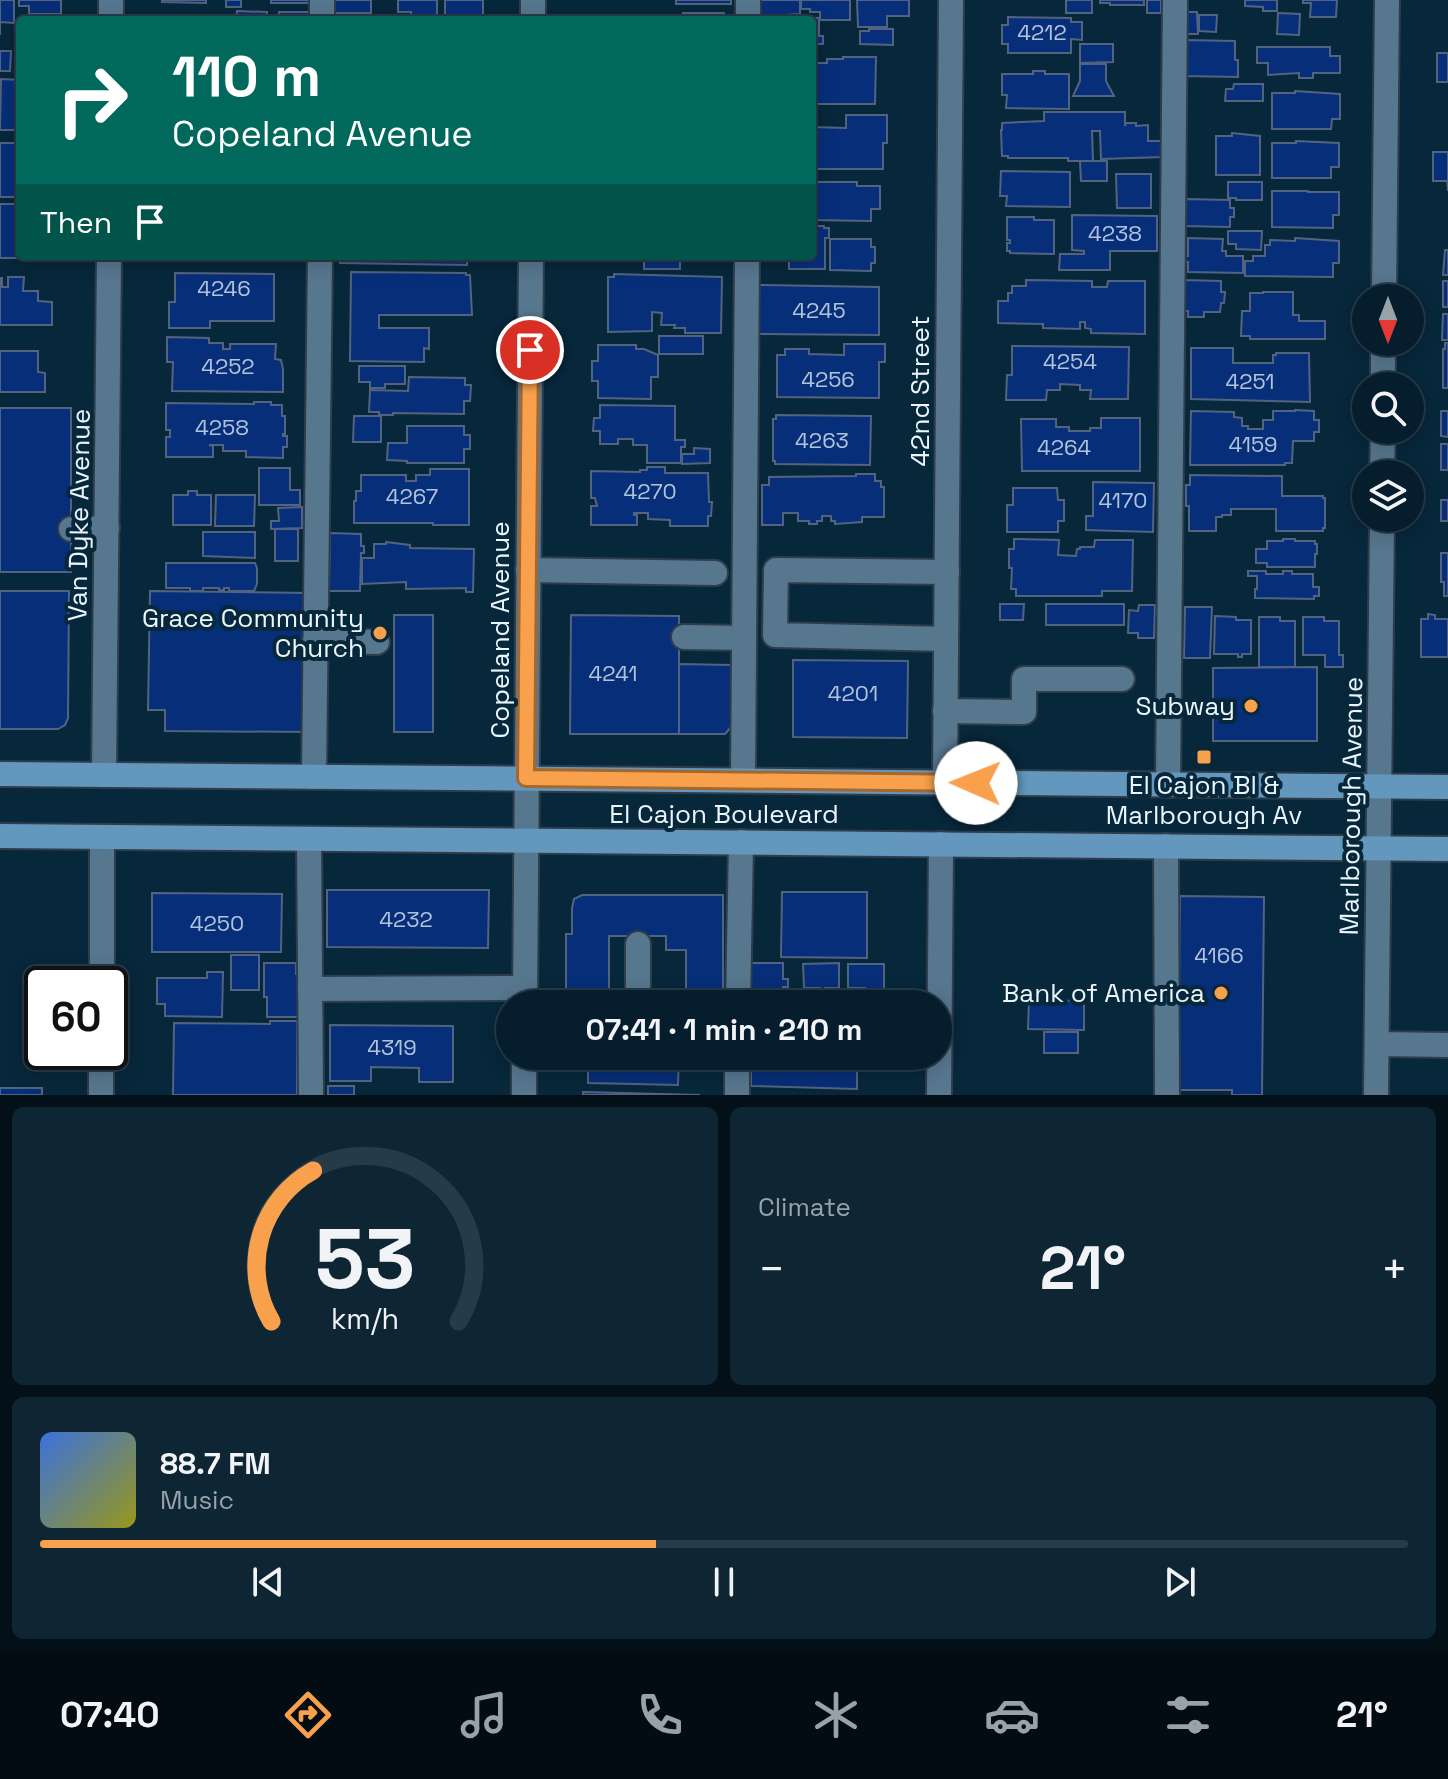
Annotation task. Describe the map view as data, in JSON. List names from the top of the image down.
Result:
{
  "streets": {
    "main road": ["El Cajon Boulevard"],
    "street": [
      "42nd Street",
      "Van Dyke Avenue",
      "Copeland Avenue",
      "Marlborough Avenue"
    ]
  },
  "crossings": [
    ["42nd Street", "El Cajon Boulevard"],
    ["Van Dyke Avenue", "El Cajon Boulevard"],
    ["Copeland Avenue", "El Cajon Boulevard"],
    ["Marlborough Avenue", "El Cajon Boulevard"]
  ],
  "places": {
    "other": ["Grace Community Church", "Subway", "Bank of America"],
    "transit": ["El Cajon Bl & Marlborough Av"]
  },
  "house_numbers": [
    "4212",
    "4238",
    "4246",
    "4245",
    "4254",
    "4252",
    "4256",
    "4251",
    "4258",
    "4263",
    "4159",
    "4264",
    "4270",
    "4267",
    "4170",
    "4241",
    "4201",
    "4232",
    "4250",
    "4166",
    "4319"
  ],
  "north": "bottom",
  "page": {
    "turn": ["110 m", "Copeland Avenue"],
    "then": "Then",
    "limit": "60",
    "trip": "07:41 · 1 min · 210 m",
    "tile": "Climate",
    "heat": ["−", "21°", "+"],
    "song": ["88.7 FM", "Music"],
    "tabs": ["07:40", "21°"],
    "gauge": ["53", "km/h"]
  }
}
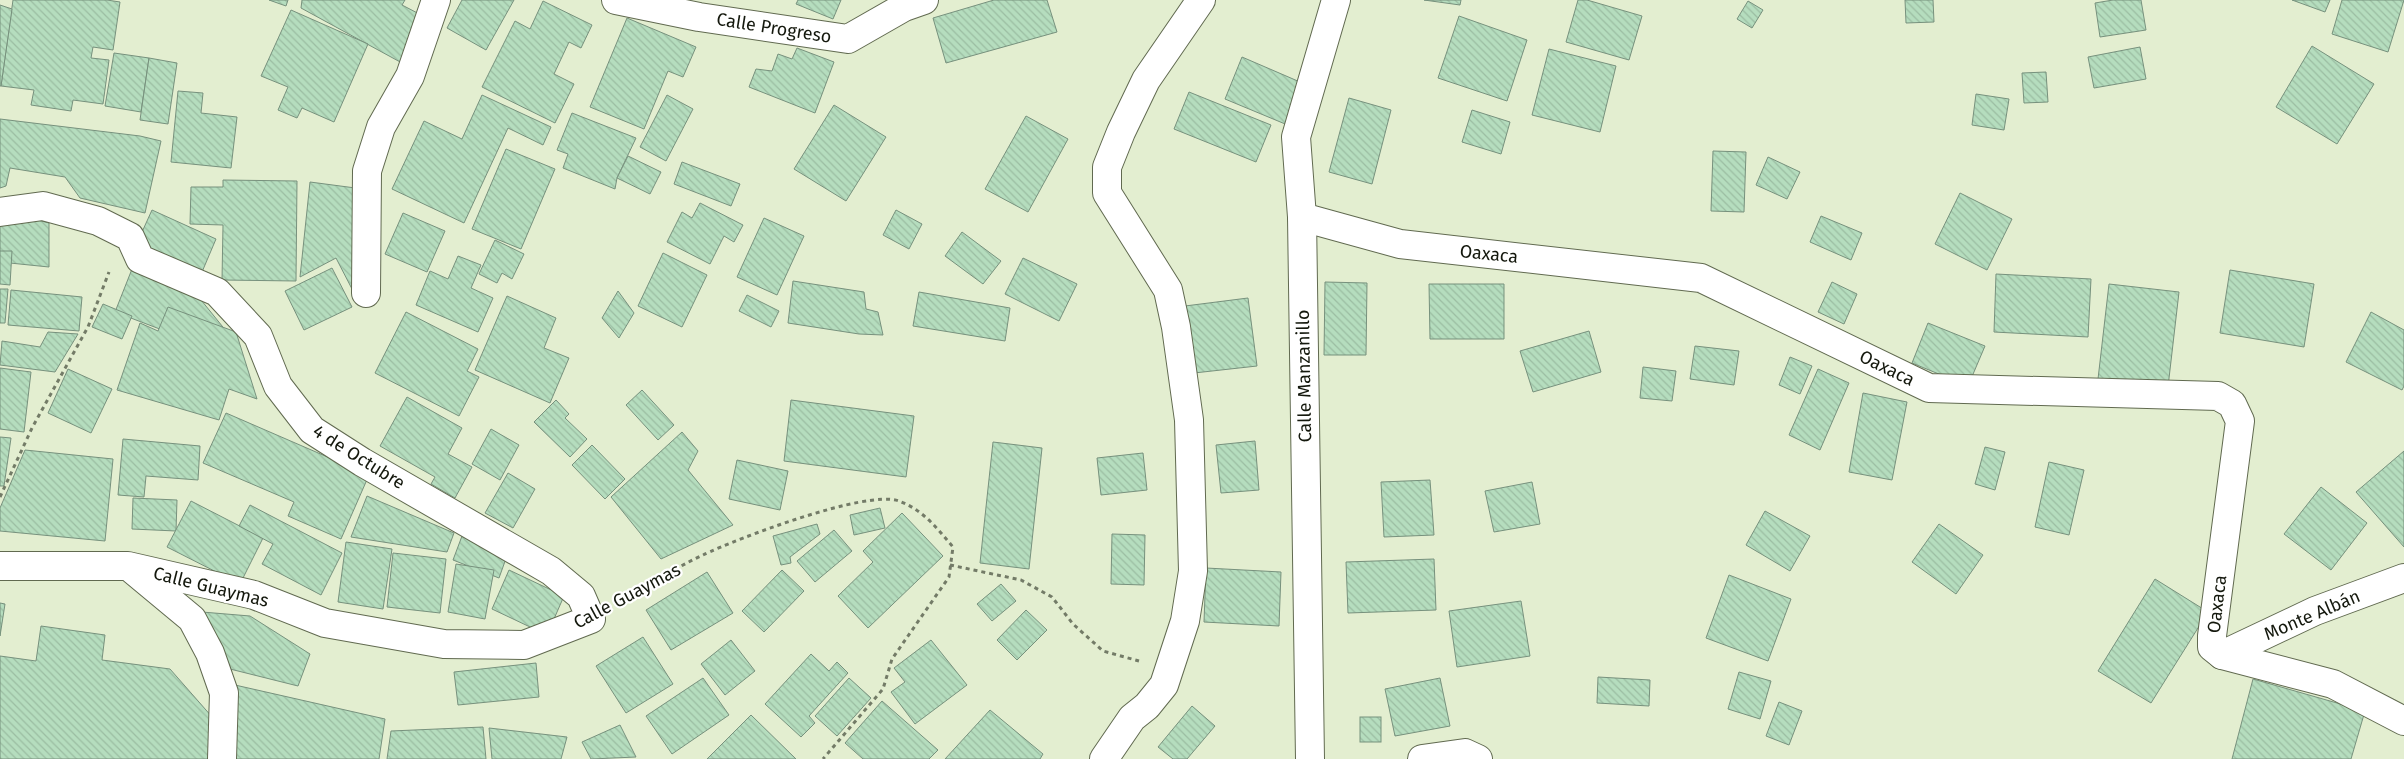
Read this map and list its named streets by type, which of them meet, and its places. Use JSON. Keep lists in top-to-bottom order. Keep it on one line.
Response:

☆ ☆ ☆ ☆ ☆

Go through the data line by line and work out how many lines contain "JSON". Give only that number.

2